Some people here like Photo Joseph’s contributions on youtube.
I liked Anthony Morganti’s contributions, again, on youtube.
There’s really a lot to learn out there. Maybe there’s a photo club around the corner, B&H have things etc. Even if you take a few lessons in Lightroom, you can draw out it’s fundamentals and apply those in PhotoLab, just don’t look at sliders, but at what they are meant to do and how images change when they are pushed and pulled.
Imo, the most important things to know with digital capture and editing are:
never ever burn highlights. Digital is intolerant and what’s gone IS gone.
there are many ways to edit an image and no way is right or wrong - if it get you the image you want. Therefore, make sure that you know what you want with an image and learn how to get there. If you can’t, ask someone, talk.
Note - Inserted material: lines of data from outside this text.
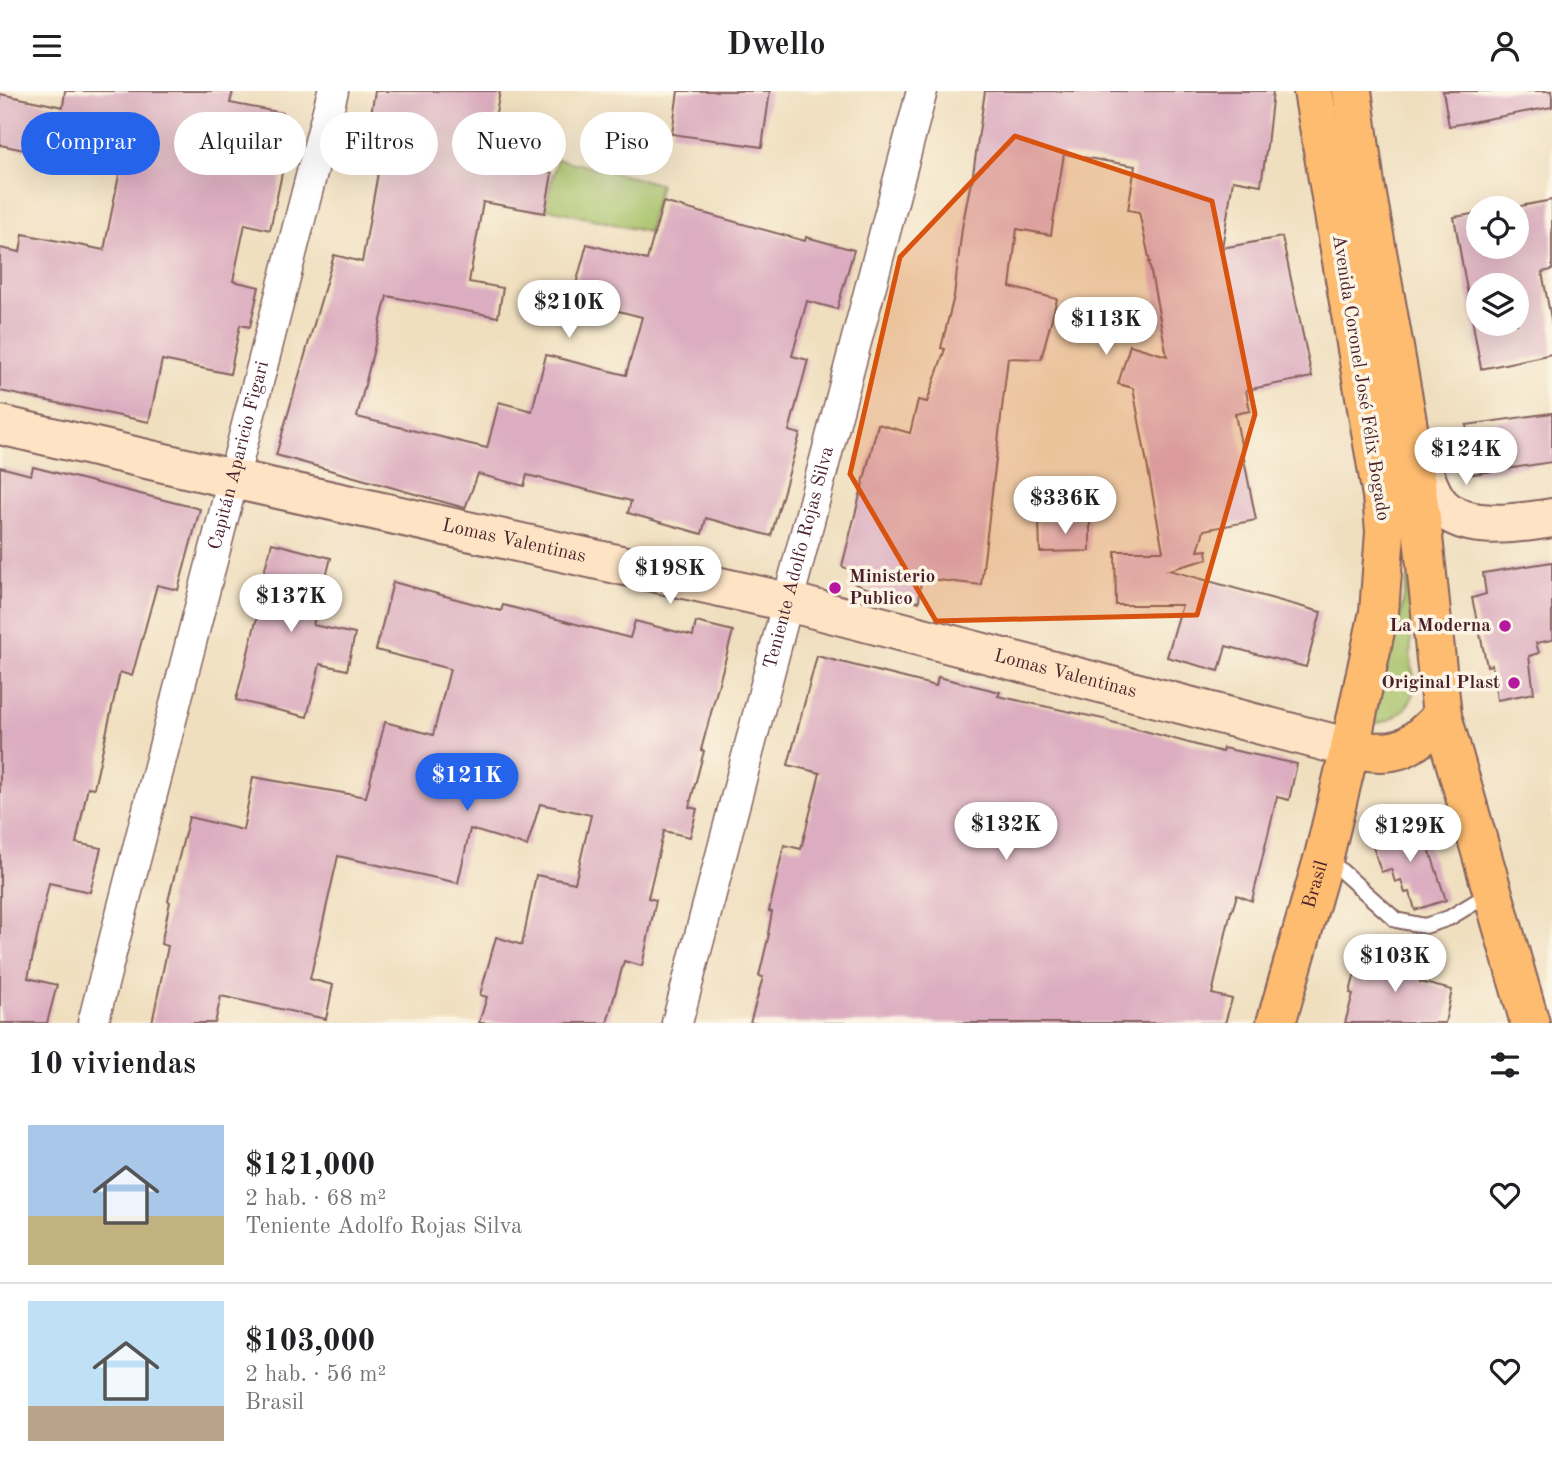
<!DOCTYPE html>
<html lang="es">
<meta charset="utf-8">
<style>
:root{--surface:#fff;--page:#f6f6f6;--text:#202124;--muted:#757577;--line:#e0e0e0;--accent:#2563eb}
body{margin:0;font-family:"Old Standard TT",serif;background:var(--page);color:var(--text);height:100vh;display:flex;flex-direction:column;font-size:26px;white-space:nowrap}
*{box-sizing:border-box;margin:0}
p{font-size:23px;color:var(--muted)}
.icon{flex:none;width:38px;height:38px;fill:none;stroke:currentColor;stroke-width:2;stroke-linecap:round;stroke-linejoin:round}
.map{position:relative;height:932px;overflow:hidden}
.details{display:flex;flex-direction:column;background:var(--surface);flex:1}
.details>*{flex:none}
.top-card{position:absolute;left:21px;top:21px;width:700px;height:63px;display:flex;gap:14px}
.buttons{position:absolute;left:1466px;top:105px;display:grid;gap:14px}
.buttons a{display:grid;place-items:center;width:63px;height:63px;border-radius:50%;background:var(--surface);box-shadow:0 7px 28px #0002;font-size:35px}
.price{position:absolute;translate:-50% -60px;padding:0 16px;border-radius:24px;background:#fff;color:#222;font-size:23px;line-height:46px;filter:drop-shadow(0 2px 4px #0008)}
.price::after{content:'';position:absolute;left:50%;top:42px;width:21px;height:16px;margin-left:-10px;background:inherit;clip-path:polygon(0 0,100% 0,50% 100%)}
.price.current{background:var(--accent);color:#fff}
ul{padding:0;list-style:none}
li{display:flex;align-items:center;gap:21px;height:175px;padding:0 28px}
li+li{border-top:2px solid var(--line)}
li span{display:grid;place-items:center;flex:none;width:196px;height:140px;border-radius:0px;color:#555}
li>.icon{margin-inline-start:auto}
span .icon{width:84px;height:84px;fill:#fffc;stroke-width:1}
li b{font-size:30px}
h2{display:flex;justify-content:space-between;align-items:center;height:84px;padding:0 28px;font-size:30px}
.chip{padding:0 24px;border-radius:32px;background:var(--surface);box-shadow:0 7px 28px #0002;font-size:24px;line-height:63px}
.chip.current{background:var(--accent);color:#fff}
header{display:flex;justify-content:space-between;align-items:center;height:91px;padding:0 28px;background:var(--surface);font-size:32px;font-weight:800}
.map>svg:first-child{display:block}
.green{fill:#a6c168;stroke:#78704a;stroke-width:2}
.building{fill:#dcadc0;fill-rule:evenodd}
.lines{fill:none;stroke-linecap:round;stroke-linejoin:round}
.lane-casing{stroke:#84625f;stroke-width:18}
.street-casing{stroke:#84625f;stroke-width:33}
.secondary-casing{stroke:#84625f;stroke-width:42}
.primary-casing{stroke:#84625f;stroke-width:42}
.lane{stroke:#fff;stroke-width:14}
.street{stroke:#fff;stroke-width:30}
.secondary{stroke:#fee4c5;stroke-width:38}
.primary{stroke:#fdbc6f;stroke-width:38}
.marked{fill:#d8530f;fill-opacity:0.2;stroke:#d8530f;stroke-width:5;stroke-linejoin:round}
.poi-dot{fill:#b5179e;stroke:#fcf5e5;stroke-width:2.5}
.labels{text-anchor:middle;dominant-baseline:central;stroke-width:7;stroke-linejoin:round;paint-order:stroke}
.street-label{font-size:19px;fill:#4a1f2b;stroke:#fcf5e5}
.poi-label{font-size:19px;font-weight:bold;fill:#4a1f2b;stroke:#fcf5e5;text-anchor:end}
</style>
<header><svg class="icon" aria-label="menu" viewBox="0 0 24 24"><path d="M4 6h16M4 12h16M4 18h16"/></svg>Dwello<svg class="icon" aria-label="person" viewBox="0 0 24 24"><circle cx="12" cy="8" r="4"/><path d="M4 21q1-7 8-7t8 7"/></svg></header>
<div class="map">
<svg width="1552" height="932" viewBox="0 0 1552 932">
<rect width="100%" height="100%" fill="#fcf5e5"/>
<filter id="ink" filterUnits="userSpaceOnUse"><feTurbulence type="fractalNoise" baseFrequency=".0143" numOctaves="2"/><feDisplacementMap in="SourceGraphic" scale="14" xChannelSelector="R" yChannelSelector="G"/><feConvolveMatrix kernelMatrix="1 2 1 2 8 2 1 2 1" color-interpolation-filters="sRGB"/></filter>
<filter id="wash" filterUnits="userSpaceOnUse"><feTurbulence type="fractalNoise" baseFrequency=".00686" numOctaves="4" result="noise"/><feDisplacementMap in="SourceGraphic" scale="28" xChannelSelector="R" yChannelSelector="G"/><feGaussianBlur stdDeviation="1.57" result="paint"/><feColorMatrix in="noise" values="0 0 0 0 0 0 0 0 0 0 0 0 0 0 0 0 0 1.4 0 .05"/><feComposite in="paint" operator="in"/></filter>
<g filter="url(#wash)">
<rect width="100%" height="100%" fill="#f0dfbf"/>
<g class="green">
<path d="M557,68L660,93L648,141L545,117Z"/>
<path d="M1409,487L1414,490C1413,517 1409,545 1411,572C1412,581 1417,590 1415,599C1411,615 1393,632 1376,632L1374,626L1400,527L1407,490Z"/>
</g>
<g id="blocks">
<g class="building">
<path d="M65,0H233L230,12L283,22L275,61L286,63L270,139L245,133L233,190L259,196L250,236L240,234L230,283L162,269L149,331L0,300V157L20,161L23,143L104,159L120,79L0,54V3L63,16Z"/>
<path d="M375,0H500L487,72L552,82L545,122L483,111L469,191L503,197L498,226L387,205L357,326L487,357L499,311L532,320L546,264L626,284L642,226L572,208L587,153L647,169L663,111L805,150L806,146L854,159L837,218L807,210L792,265L808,269L789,340L800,343L771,445L706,427L702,443L628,422L631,410L527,384L524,395L478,383L465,417L276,364L334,164L362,171L379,76L362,74Z"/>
<path d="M678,0H770L762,56L672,43Z"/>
<path d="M985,0H1273L1267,54L1261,94L1233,89L1222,157L1282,146L1312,286L1246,299L1250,320L1235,323L1256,429L1204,439L1198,460L1207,459L1208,468L1169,479L1321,521L1306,576L1226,555L1219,580L1167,566L1182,514H1116L1115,460H1163L1133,297L1118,293L1130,254L1167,265L1149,171H1150L1139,121L1128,119L1135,75L1064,63L1051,144L1017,138L1010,196L1057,208L1041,268L1008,267L981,494L921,487L919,511L862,496L854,492L851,480L842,475L878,333L910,342L918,309L927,311L945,258L941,257L954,205L962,137L971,90H972Z"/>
<path d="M1443,0H1552V16L1449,35Z"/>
<path d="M1552,109V179L1542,181L1552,233V263L1481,278L1454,126L1479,122V156H1517V117H1510ZM1479,194H1517V233H1479Z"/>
<path d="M1552,322V371L1473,383L1466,334Z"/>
<path d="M0,376L31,384L33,376L200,418L178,499L157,494L132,585L120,581L94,697L88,696L76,752L101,757L90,801L49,792L28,887L57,894L47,932H0Z"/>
<path d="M1090,429V460L1040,461L1039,430Z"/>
<path d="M272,452L331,467L313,534L355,543L347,579L320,573L307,626L236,609L259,518L254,517Z"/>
<path d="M1552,471V549L1536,552L1539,562L1529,565L1534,602L1497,609L1492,574L1487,575L1472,507L1486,503L1483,482Z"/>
<path d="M393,491L501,520L503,514L630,547L635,530L693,545L696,531L733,540L701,659L704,660L689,716L697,718L690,746L664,740L648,807L656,809L642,875L624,870L607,932H479L487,906L480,904L496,846L522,854L536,784L575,792L591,724L540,713L527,755L470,738L458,792L338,765L310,888L333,894L326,928L221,905L215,932H152L168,855L161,853L170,811L168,810L189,726L243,739L253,686L366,706L385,631L433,644L450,578L376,559Z"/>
<path d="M817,565L936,595L938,586L1000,601L998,605L1108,629V630L1222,661L1223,657L1297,673L1289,709L1277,706L1252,810L1237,804L1232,820H1231L1212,903L1232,908L1225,932H750L763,886L759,885L769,843H768L772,821L769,820L784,754L801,758L820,682L788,674Z"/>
<path d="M1421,733L1446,809L1415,819L1410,801L1405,802L1401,789L1395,791L1391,778L1381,781L1370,746Z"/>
<path d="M1360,860L1424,875L1420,891L1452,899L1445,932H1345L1353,903L1350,902Z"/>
</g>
</g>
</g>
<g filter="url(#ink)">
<use href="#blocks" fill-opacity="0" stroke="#84625f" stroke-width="2"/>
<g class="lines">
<defs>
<path id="lane" d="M1328,768L1396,829L1425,835L1449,827L1492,801"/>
<g id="street">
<path id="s1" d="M93,932L333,0"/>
<path id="s2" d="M677,932L922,0"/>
</g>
<g id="secondary">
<path id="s3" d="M0,334L233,388L788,511L1350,657"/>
<path d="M1418,363C1423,378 1427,396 1437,410C1460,443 1518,432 1552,427"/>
</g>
<g id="primary">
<path d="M1352,0L1365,93L1407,330L1421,427L1442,625L1530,932"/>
<path d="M1350,657C1397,667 1410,659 1442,625"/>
<path id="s4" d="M1276,932L1324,765L1350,657L1379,521L1385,441L1382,405L1313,0"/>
</g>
</defs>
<use href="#lane" class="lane-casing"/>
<use href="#street" class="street-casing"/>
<use href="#secondary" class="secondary-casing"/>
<use href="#primary" class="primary-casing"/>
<use href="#lane" class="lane"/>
<use href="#street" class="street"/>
<use href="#secondary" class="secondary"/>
<use href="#primary" class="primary"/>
</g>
</g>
<path class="marked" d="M1015,45L1212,110L1255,323L1197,524L936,530L850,383L900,166Z"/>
<g class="poi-dot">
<circle cx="835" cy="497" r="7"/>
<circle cx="1505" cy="535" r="7"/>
<circle cx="1514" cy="592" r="7"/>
</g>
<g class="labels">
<g class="street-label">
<text transform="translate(1360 287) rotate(81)">Avenida Coronel José Félix Bogado</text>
<text stroke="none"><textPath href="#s1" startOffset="586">Capitán Aparicio Figari</textPath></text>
<text stroke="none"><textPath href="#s3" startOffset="527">Lomas Valentinas</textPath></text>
<text stroke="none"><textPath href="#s2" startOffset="481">Teniente Adolfo Rojas Silva</textPath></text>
<text stroke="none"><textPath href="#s3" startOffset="1094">Lomas Valentinas</textPath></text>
<text stroke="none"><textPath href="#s4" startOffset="144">Brasil</textPath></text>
</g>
<g class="poi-label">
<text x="849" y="486" text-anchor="start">Ministerio<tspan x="849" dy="22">Publico</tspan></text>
<text x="1491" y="535">La Moderna</text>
<text x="1500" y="592">Original Plast</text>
</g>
</g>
</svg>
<div class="buttons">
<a><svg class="icon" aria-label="locate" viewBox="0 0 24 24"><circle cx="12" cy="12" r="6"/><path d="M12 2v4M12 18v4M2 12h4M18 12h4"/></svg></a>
<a><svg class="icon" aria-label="layers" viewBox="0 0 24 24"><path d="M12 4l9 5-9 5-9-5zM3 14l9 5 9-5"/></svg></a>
</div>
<b class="price" style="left:569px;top:249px">$210K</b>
<b class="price" style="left:1106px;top:266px">$113K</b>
<b class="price" style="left:1466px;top:396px">$124K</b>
<b class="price" style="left:1065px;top:445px">$336K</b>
<b class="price" style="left:670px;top:515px">$198K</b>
<b class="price" style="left:291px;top:543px">$137K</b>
<b class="price current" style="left:467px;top:722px">$121K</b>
<b class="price" style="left:1006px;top:771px">$132K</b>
<b class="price" style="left:1410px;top:773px">$129K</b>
<b class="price" style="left:1395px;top:903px">$103K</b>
<div class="top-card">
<a class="chip current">Comprar</a>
<a class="chip">Alquilar</a>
<a class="chip">Filtros</a>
<a class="chip">Nuevo</a>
<a class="chip">Piso</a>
</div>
</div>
<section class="details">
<h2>10 viviendas<svg class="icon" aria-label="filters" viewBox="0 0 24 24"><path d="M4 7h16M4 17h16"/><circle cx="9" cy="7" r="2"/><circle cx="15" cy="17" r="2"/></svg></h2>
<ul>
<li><span style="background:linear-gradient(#a9c7e8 65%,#c2b280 0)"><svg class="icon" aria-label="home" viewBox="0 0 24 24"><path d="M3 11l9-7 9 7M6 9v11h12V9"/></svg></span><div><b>$121,000</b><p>2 hab. · 68 m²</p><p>Teniente Adolfo Rojas Silva</p></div><svg class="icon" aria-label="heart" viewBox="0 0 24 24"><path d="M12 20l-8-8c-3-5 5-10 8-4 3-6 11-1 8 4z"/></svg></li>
<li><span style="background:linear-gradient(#bfe0f5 75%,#b9a48a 0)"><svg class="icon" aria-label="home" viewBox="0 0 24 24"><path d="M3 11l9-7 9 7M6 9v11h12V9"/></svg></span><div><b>$103,000</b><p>2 hab. · 56 m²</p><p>Brasil</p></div><svg class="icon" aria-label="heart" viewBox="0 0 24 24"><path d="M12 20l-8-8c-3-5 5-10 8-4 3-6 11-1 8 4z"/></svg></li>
</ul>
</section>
You might find that some of what people tell you (in tutorials, classes, workshops…) conflicts with that last bullet point above. And that’s okay. If you learn one way, raise your interest and find a different way. Learning one way is doctrine, learning alternative ways unlocks your potential.
If you are seriously thinking about PhotoLab, don’t purchase it before downloading and testing it with the 30-day free trial.
Secondly, the next version of PhotoLab, version 9, will be released in less than 2 months. If you purchase a license for PhotoLab 8 more than a few weeks before the release of PhotoLab 9, and then want to upgrade to the newest version you will have to pay the full upgrade price in addition to your initial purchase. I would suggest holding off making your purchase until PhotoLab 9 is released.